### Materials provided
· · ·

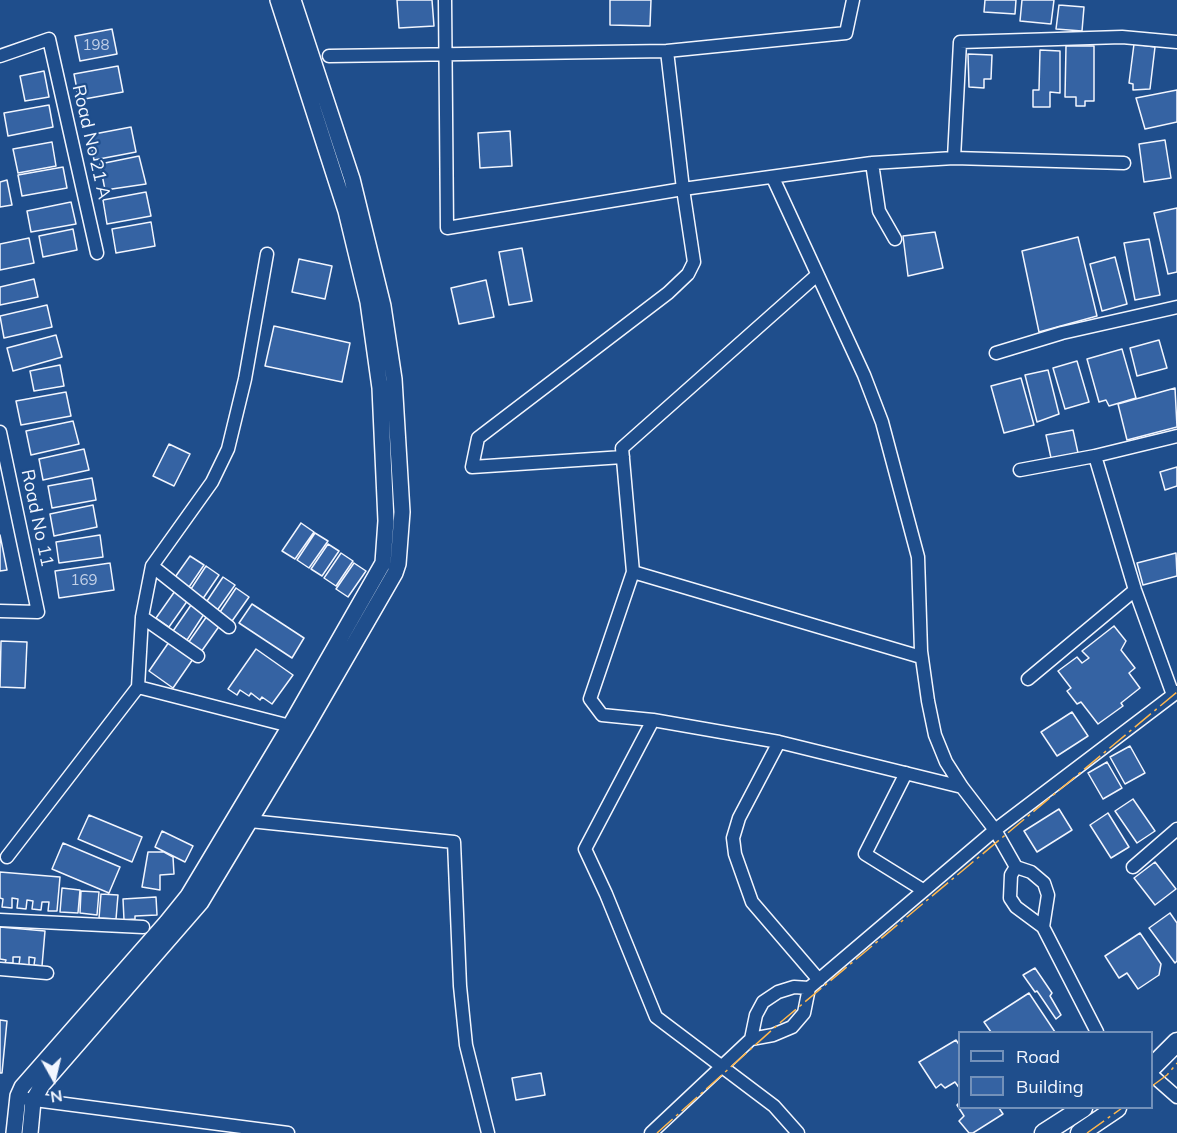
<!DOCTYPE html>
<style>
body{margin:0}
#map{position:relative;width:1177px;height:1133px;overflow:hidden;background:#1f4e8c;font-family:Mulish,sans-serif}
canvas{display:block}
.legend{position:absolute;left:958px;top:1031px;width:195px;height:78px;box-sizing:border-box;background:#1f4e8c;border:2px solid #7391ba;margin:0;padding:8px 10px;list-style:none;font-size:18px;color:#f2f6ff}
.legend li{display:flex;align-items:center;gap:12px;height:30px}
.legend b{width:30px;border:2px solid #7391ba}
.north{position:absolute;left:24px;top:1049px;width:60px;height:60px;-webkit-text-stroke:4px #1f4e8c;paint-order:stroke;rotate:172deg;font-size:16px;font-weight:700;line-height:24px;text-align:center;color:#f2f6ff}
.north::after{content:'';display:block;margin:auto;width:21px;height:27px;background:#f2f6ff;clip-path:polygon(50% 0,100% 100%,50% 72%,0 100%)}
</style>
<div id="map">
<canvas width="1177" height="1133"></canvas>
<ul class="legend">
<li><b style="height:8px;background:#1f4e8c"></b>Road</li>
<li><b style="height:16px;background:#3563a3"></b>Building</li>
</ul>
<div class="north">N</div>
</div>
<script>
const g = document.querySelector('canvas').getContext('2d');
g.lineJoin = 'round';
function fillPath(path, color) {
  g.fillStyle = color;
  g.fill(path, 'evenodd');
}
function poly(rows) {
  const path = new Path2D();
  for (const r of rows) {
    path.moveTo(r[0], r[1]);
    for (let i = 2; i < r.length; i += 2) path.lineTo(r[i], r[i + 1]);
  }
  return path;
}
function strokePath(path, color, width, dash) {
  g.strokeStyle = color;
  g.lineWidth = width;
  g.lineCap = dash ? 'butt' : 'round';
  g.setLineDash(dash || []);
  g.stroke(path);
}
function write(font, color, halo, rows, align = 'center') {
  g.font = font + ' Mulish,sans-serif';
  g.lineWidth = 4.5;
  g.setLineDash([]);
  g.textBaseline = 'middle';
  g.strokeStyle = halo;
  g.fillStyle = color;
  for (const [text, x, y, turn = 0] of rows) {
    g.save();
    g.translate(x, y);
    g.rotate((+turn || 0) * Math.PI / 180);
    g.textAlign = isNaN(turn) ? turn : align;
    if (halo) g.strokeText(text, 0, 0);
    g.fillText(text, 0, 0);
    g.restore();
  }
}
const building = poly([
 [397,0,432,0,434,26,399,28,397,0],
 [610,0,651,0,650,26,610,25,610,0],
 [985,0,1016,0,1015,14,984,12,985,0],
 [1022,0,1054,0,1051,24,1020,21,1022,0],
 [1059,5,1084,7,1082,31,1056,29,1059,5],
 [112,29,117,54,80,61,75,36,112,29],
 [1134,44,1155,47,1150,89,1133,90,1133,84,1129,83,1134,44],
 [1066,46,1094,46,1094,101,1085,101,1085,106,1076,106,1076,97,1065,97,1066,46],
 [1040,50,1060,51,1060,93,1050,92,1050,107,1033,107,1033,90,1039,90,1040,50],
 [968,54,992,55,991,79,984,79,984,88,969,87,968,54],
 [118,66,123,92,79,100,74,74,118,66],
 [44,71,49,97,25,101,20,76,44,71],
 [1177,90,1177,122,1145,129,1136,98,1177,90],
 [49,105,53,127,8,136,4,113,49,105],
 [131,127,136,152,94,160,89,135,131,127],
 [510,131,512,166,480,168,478,133,510,131],
 [1165,140,1171,178,1144,182,1139,144,1165,140],
 [52,142,56,166,18,173,13,149,52,142],
 [139,156,146,184,105,190,100,164,139,156],
 [63,167,67,188,22,196,18,175,63,167],
 [7,180,12,205,0,207,0,182,7,180],
 [146,192,151,216,107,224,103,200,146,192],
 [71,202,76,224,31,232,27,211,71,202],
 [1177,208,1177,272,1168,274,1154,213,1177,208],
 [151,222,155,246,116,253,112,229,151,222],
 [73,229,77,250,43,257,39,236,73,229],
 [935,232,943,268,908,276,903,236,935,232],
 [1078,237,1097,316,1039,332,1022,251,1078,237],
 [29,238,34,263,0,270,0,244,29,238],
 [1149,239,1160,295,1135,300,1124,243,1149,239],
 [522,248,532,301,509,305,499,252,522,248],
 [1115,257,1127,304,1102,311,1090,264,1115,257],
 [299,259,332,266,325,299,292,292,299,259],
 [34,279,38,297,0,305,0,287,34,279],
 [486,280,494,317,459,324,451,288,486,280],
 [47,305,52,327,4,338,0,316,47,305],
 [274,326,350,343,342,382,265,366,274,326],
 [56,335,62,357,13,371,7,348,56,335],
 [1159,340,1167,368,1137,376,1130,348,1159,340],
 [1122,349,1136,398,1109,406,1106,400,1099,402,1087,359,1122,349],
 [1077,361,1089,402,1065,409,1053,368,1077,361],
 [60,365,64,386,34,391,30,371,60,365],
 [1048,370,1059,414,1037,422,1025,375,1048,370],
 [1021,378,1034,425,1004,433,991,386,1021,378],
 [1175,388,1177,427,1127,440,1118,404,1175,388],
 [66,392,71,416,21,425,16,401,66,392],
 [73,421,79,444,31,455,26,431,73,421],
 [1073,430,1078,453,1051,458,1046,435,1073,430],
 [169,444,190,454,174,486,153,476,169,444],
 [84,449,89,470,43,480,39,459,84,449],
 [1177,467,1177,486,1165,490,1160,472,1177,467],
 [92,478,96,500,52,508,48,486,92,478],
 [93,505,97,527,54,536,50,514,93,505],
 [301,523,314,532,295,559,282,551,301,523],
 [315,533,328,541,309,568,297,560,315,533],
 [0,535,7,570,0,571,0,535],
 [100,535,103,557,59,563,56,542,100,535],
 [328,544,339,551,322,576,311,569,328,544],
 [341,553,353,561,336,586,324,578,341,553],
 [1176,553,1177,576,1143,585,1137,563,1176,553],
 [190,556,204,565,187,590,173,580,190,556],
 [110,563,114,590,59,598,55,571,110,563],
 [354,563,366,571,348,597,336,589,354,563],
 [206,566,219,575,202,600,189,592,206,566],
 [223,577,235,585,216,612,205,604,223,577],
 [236,588,249,597,230,624,218,615,236,588],
 [175,591,188,600,169,627,156,618,175,591],
 [252,604,304,638,292,658,239,623,252,604],
 [191,605,204,614,187,640,173,631,191,605],
 [207,616,220,625,201,652,188,643,207,616],
 [1114,626,1126,641,1121,650,1135,668,1129,673,1140,688,1121,703,1123,706,1098,724,1081,702,1077,704,1067,691,1071,688,1058,671,1077,657,1082,663,1089,658,1082,651,1114,626],
 [1,641,27,642,25,688,0,687,1,641],
 [169,642,193,659,173,688,149,671,169,642],
 [256,649,293,675,272,704,262,697,260,700,251,693,249,696,240,690,237,695,228,689,256,649],
 [1072,712,1088,736,1057,756,1041,732,1072,712],
 [1130,746,1145,773,1125,784,1110,757,1130,746],
 [1107,762,1122,788,1103,799,1088,773,1107,762],
 [1133,799,1155,831,1137,843,1115,811,1133,799],
 [1059,809,1072,830,1037,852,1024,831,1059,809],
 [1108,813,1129,847,1111,858,1090,825,1108,813],
 [89,815,142,837,132,862,78,839,89,815],
 [162,831,193,846,185,862,155,847,162,831],
 [63,843,120,867,109,893,52,869,63,843],
 [148,852,164,852,173,857,174,874,160,875,160,890,142,887,148,852],
 [1155,862,1176,889,1155,905,1134,878,1155,862],
 [0,872,60,877,57,911,48,911,49,902,42,902,41,910,32,909,33,901,27,900,26,909,17,908,18,899,12,898,12,908,2,907,3,899,0,898,0,872],
 [62,888,80,890,78,913,60,912,62,888],
 [81,891,99,892,97,915,80,913,81,891],
 [101,894,118,895,116,919,99,918,101,894],
 [156,897,157,915,135,916,135,919,124,920,123,899,156,897],
 [1170,913,1177,923,1177,961,1175,963,1149,928,1170,913],
 [0,927,45,931,42,966,34,965,35,958,29,957,29,965,19,964,20,957,13,957,13,963,5,963,6,960,0,959,0,927],
 [1140,933,1161,964,1159,975,1138,989,1127,973,1119,978,1105,956,1140,933],
 [1035,968,1052,993,1050,996,1061,1015,1056,1019,1037,991,1035,992,1023,975,1035,968],
 [1029,993,1055,1032,991,1032,984,1022,1029,993],
 [0,1020,7,1021,2,1073,0,1073,0,1020],
 [956,1040,960,1046,960,1089,955,1082,945,1088,941,1084,936,1088,919,1062,956,1040],
 [541,1073,545,1095,516,1100,512,1078,541,1073],
 [960,1102,960,1108,999,1108,1003,1114,973,1133,969,1133,959,1121,964,1116,957,1105,960,1102]
]);
fillPath(building, '#3563a3');
strokePath(building, '#f2f6ff', 1.5);
const minor = poly([
 [445,0,447,228,683,189,872,163,954,158,1124,163],
 [0,56,49,39,97,253],
 [329,56,667,51,846,33,853,0],
 [954,158,960,42,1122,37,1177,42],
 [872,163,879,211,895,239],
 [773,178,864,375,882,422,918,557,921,651,928,701,935,735,946,762,962,787,995,830,1016,867,1031,872,1044,883,1048,895,1043,927],
 [267,254,245,379,228,449,212,482,152,566,142,617,138,687,298,728],
 [817,275,622,448,633,572,590,699,602,715,653,720,779,742,962,787],
 [996,353,1062,333,1177,307],
 [0,432,38,612,0,611],
 [1095,456,1135,590,1173,695],
 [623,457,472,467,478,438,668,293,688,274,694,262,683,189,667,51],
 [1020,470,1095,456,1177,436],
 [152,566,229,627],
 [633,572,921,657],
 [142,617,198,656],
 [1028,679,1135,590],
 [653,720,585,849,606,894,656,1017,774,1106,798,1133],
 [779,742,739,818,733,838,735,854,752,902,819,980],
 [906,773,865,854,923,890],
 [250,821,454,842,460,986,466,1045,488,1133],
 [7,857,138,687],
 [1016,867,1011,875,1010,898,1016,907,1043,927,1097,1032],
 [1133,867,1177,829],
 [0,920,143,927],
 [0,969,47,973],
 [751,1039,773,1035,792,1027,804,1013,809,988],
 [1152,1075,1177,1097],
 [27,1099,288,1133],
 [651,1133,751,1039,756,1015,763,1002,778,992,794,987,809,988,995,830,1177,692]
]);
const tertiary = poly([
 [14,1133,18,1096,22,1087,167,922,188,896,290,726,383,563,386,521,380,388,368,302,346,211,278,0],
 [30,1133,33,1101,42,1085,201,902,305,729,395,573,398,564,402,512,394,379,383,306,352,179,293,0]
]);
const secondary = poly([
 [1152,1067,1177,1042],
 [1044,1133,1083,1108],
 [1080,1133,1117,1108]
]);
strokePath(minor, '#f2f6ff', 15);
strokePath(tertiary, '#f2f6ff', 18);
strokePath(secondary, '#f2f6ff', 21);
strokePath(minor, '#1f4e8c', 12);
strokePath(tertiary, '#1f4e8c', 15);
strokePath(secondary, '#1f4e8c', 18);
strokePath(poly([
 [1152,1086,1167,1075,1177,1063],
 [657,1133,782,1021,1177,692],
 [1087,1133,1122,1108]
]), '#ffb74d', 1.5, [21, 4.5, 3, 4.5]);
write('15px', '#c3d1e8', null, [
 ["198",96,45],
 ["169",84,580]
]);
write('18px', '#f2f6ff', '#1f4e8c', [
 ["Road No 21 A",91,142,77],
 ["Road No 11",37,518,78]
]);
</script>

· · ·

Please reproduce exactly the lines in the listing above from the one containing "function strokePath(path, color, width, dash)" through the one containing "function write(font, color, halo, rows, align", both included, and nothing more.

function strokePath(path, color, width, dash) {
  g.strokeStyle = color;
  g.lineWidth = width;
  g.lineCap = dash ? 'butt' : 'round';
  g.setLineDash(dash || []);
  g.stroke(path);
}
function write(font, color, halo, rows, align = 'center') {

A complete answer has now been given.